/ 2 April 2005

How pope revolutionised papacy

John Paul II revolutionised the papacy with his formidable energy and intellectual abilities but his most lasting memorial was to be achieved in the field of politics: the collapse of communism in Eastern Europe.

The pope, who died on Saturday aged 84, lent his immense prestige to the outlawed Polish trade union Solidarity and triggered a chain reaction that led to the fall, like so many dominoes, of the pro-Soviet regimes that had held half the continent in thrall for 40 years.

Though he gave the papacy a higher profile than it had ever had before, he also dismayed many of his admirers with his conservative views on a wide range of social issues, most notably on birth control.

A warm and earthy figure, the pope took his message directly to his flock of 1,1-billion in a series of foreign tours, the scale of which was unprecedented in Vatican history.
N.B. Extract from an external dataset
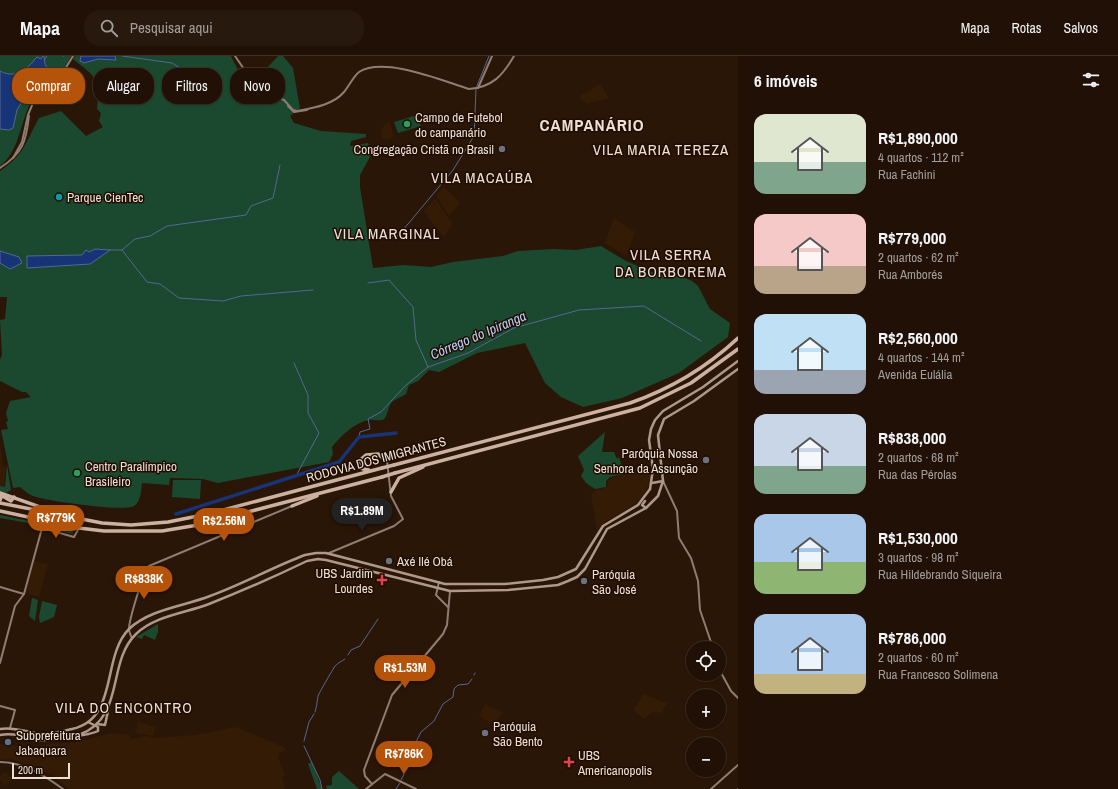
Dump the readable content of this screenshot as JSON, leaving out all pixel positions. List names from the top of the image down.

The first non-Italian pope in four-and-a-half centuries, and the first from Eastern Europe, Karol Wojtyla imposed his own style and agenda, eschewing the pomp that had surrounded his forebears and seeking contact with ordinary people.

His travels took him to at least half the countries of the world, where he argued for peace, denounced human rights abuses and deplored the decadence of the modern world.

He left one of his most momentous acts to the twilight of his papacy, an attempt to purify the soul of the Roman Catholic Church with a sweeping apology for sins and errors committed during its 2 000 years of existence, implicitly invoking the Crusades, the Inquisition and the Holocaust.

The future pope was born the son of an army officer, himself the son of a tailor, in a small town near Krakow in southern Poland.

His mother died when he was eight, as later did a sister and a much-loved elder brother.

Thereafter, his father looked after him, teaching him German and football. He entered the Jagellonian University in Krakow, where he became fascinated by theatre, and wrote a number of plays.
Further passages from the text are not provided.